In 1968, Jane Elliott first conducted her “Blue eyes, brown eyes” experiment in which she told her students that a physical feature meant that they were “superior” due to their blue eyes. In short, the children who were “inferior” began to perform poorly on tests (despite previous performance) and isolated themselves from the “superior” children who developed a sense of arrogance and acted “unpleasant to their inferior classmates” (read more about Elliot’s experiment here).
In 2014, Buzzfeed’s Nathan Pyle recalled a classroom lesson on privilege demonstrated with a waste bin and some paper (pictured). In short, each student had one shot from their assigned rows of the classroom - those closer to the front represented those with more privilege and those at the back the least privileged (read more of Pyle’s high school account here).
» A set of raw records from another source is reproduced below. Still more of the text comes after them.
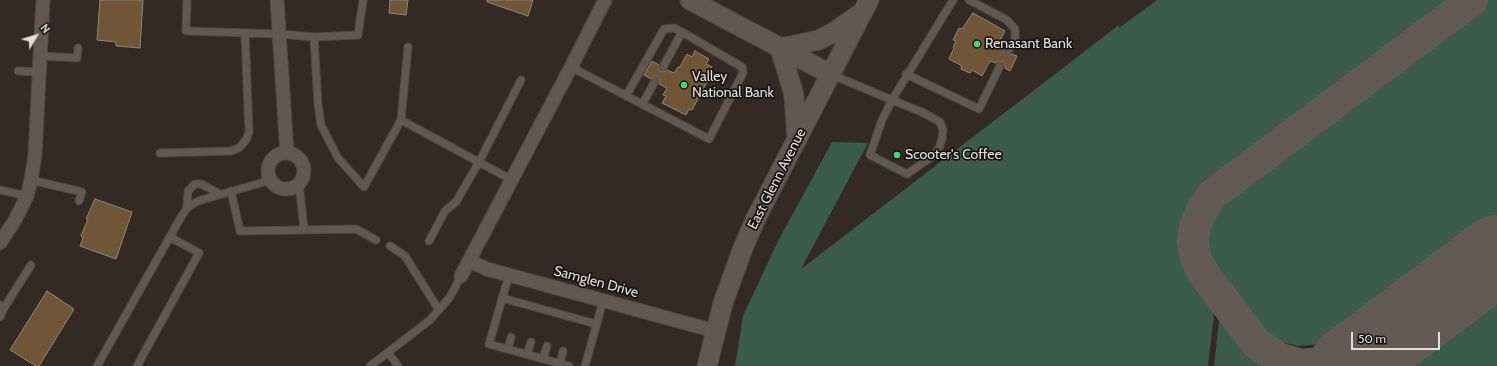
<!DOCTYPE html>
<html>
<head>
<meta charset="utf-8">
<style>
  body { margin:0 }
  #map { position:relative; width:1497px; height:366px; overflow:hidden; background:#332b23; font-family:Cabin,sans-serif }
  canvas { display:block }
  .north { position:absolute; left:16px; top:16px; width:40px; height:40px; -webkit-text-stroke:3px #181411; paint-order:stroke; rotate:52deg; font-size:11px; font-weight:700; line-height:16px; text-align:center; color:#e3ded8 }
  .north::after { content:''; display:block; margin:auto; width:14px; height:18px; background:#e3ded8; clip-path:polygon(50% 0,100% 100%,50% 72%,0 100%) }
  .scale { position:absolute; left:1351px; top:332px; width:89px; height:18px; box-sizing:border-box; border:2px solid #e3ded8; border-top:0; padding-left:5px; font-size:12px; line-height:14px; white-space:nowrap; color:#e3ded8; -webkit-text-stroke:3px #181411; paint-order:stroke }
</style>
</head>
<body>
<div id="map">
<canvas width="1497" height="366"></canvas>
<div class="north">N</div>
<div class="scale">50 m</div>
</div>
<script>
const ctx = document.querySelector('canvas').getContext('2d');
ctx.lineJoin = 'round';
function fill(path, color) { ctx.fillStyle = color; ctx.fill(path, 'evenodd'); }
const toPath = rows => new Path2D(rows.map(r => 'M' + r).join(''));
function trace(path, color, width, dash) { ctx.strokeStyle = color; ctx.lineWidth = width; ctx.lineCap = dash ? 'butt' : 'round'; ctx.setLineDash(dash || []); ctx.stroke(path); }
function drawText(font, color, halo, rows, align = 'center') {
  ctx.font = font + ' Cabin,sans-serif'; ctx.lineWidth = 3.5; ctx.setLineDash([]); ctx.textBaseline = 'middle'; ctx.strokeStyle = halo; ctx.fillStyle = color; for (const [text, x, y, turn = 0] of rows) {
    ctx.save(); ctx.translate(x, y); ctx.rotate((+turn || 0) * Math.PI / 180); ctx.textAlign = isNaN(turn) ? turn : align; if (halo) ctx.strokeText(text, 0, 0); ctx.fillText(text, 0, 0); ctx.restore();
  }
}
fill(toPath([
  [1157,0,1455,0,1218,178,1197,199,1190,212,1186,227,1184,242,1191,271,1215,305,1208,366,735,366,743,316,778,241,832,142,868,143,801,269,1119,25,1119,28],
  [1486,0,1497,0,1497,218,1339,337,1319,344,1298,346,1277,341,1258,330,1213,270,1206,253,1205,233,1211,214,1222,199],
  [1497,285,1497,366,1390,366],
  [1224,317,1261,366,1214,366,1219,321]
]), '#3b5c49');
trace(toPath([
  [1359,359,1302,365,1278,358,1256,343,1203,273,1196,259,1193,242,1195,226,1202,210,1212,195,1472,0]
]), '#625a53', 32);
trace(toPath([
  [1349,366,1497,255]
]), '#625a53', 80);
const building = toPath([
  [100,0,143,0,140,48,116,46,116,42,97,40,100,0],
  [390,0,408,0,406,15,389,13,390,0],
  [487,0,533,0,528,16,487,2,487,0],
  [973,13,1005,31,997,46,1003,49,1004,53,1006,55,1010,55,1012,54,1017,56,1010,71,1005,68,1005,65,1003,62,999,61,996,63,990,61,982,76,972,70,970,73,961,69,962,66,949,59,954,48,953,47,956,41,953,40,959,28,962,29,973,13],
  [695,51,709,59,706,64,712,67,704,80,707,82,692,110,689,109,686,115,662,103,666,96,663,95,667,88,659,84,660,80,658,77,654,76,651,79,644,75,652,61,659,65,659,69,661,72,665,71,667,70,674,73,678,67,680,67,687,54,692,57,695,51],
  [95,199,132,212,116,259,80,246,83,238,81,236,88,219,86,219,95,199],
  [47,291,74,309,39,366,36,366,10,350,47,291]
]);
fill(building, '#705537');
trace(building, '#8f867c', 1);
const lane = toPath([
  [187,0,186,31,279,34,314,37,358,35,363,0],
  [969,0,1007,20,1015,29,1015,39,1008,51],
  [314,37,318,104,321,125,338,158,364,187,401,120],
  [408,47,401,120,512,180],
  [40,56,77,58,78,48],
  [571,67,709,139,743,73,742,67,682,32,674,28,664,29,626,96],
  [663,67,682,32],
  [18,71,40,72],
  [830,74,892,100,924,113,940,122,943,130,942,139,939,149,930,158,907,174,870,155,882,120,892,100,953,0],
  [906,74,979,109,1000,66],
  [643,103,655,81],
  [160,153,231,151,239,148,246,140,249,132,245,33],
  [31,180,82,192,79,201],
  [299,183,304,230],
  [0,190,27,196],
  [231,191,240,231,356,229,376,240],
  [187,208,188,191,195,184,201,184,220,194],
  [429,241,445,211,456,202,479,162,521,80],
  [390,246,405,256,439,310],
  [509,275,489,344,569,366],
  [502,298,596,324],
  [0,305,4,308,31,265],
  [0,317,4,308],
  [508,349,511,337],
  [388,352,398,366],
  [527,354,531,342],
  [543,359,547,346],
  [560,364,563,351],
  [97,366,181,217,187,208,198,201,271,180],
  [137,366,199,253,170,237],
  [370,366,430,320,450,297,461,276],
  [585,366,603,301]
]);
const street = toPath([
  [277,0,287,153],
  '268 171a18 18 0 1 1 36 0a18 18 0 1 1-36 0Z',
  [0,243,15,220,27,196,31,180,35,155,43,0],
  [469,261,487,269,715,331],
  [461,276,571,67,605,0]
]);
const secondary = toPath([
  [690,0,830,74],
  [780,48,794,95,797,140],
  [780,48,819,40,834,32,860,14],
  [707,366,723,303,743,248,756,218,869,0]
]);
trace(lane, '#4e4941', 9);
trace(street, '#4e4941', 15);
trace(secondary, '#4e4941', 21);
trace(lane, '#615950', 7);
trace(street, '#615950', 13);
trace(secondary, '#615950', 19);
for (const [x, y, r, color] of [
  [977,44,4,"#42d77b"],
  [684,85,4,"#42d77b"],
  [897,155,4,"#42d77b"]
]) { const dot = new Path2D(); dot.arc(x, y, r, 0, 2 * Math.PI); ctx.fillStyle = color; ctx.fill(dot); trace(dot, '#181411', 1.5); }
drawText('14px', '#e3ded8', '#181411', [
  ["Renasant Bank",985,44],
  ["Valley",692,77],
  ["National Bank",692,93],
  ["Scooter's Coffee",905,155]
], 'left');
drawText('14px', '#e3ded8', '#181411', [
  ["East Glenn Avenue",777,179,-63],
  ["Samglen Drive",596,282,15]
]);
</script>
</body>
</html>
Even more so interesting than the experiments themselves were the reactionary expressions of denial and anger towards the realities of privilege - notably from those with undeniable privilege.
Studies have attempted to relate privilege to health and different life outcomes for decades - even going as far to suggest that privilege (and the social effects) has a negative health impact on all parties. Interestingly, there is speculation over how privilege has shaped science; often the most prominent voices in science have been speculated to be influenced by privileged bias.
While such experiments may never be able to truly embody the effects of long-term privilege on less privileged individuals/communities, they conceptualise the realities of privilege and highlight the effects privilege can have on society as a whole. Within science and society, privilege has become a well-discussed topic; the admittance and acceptance of a person’s privilege not so much.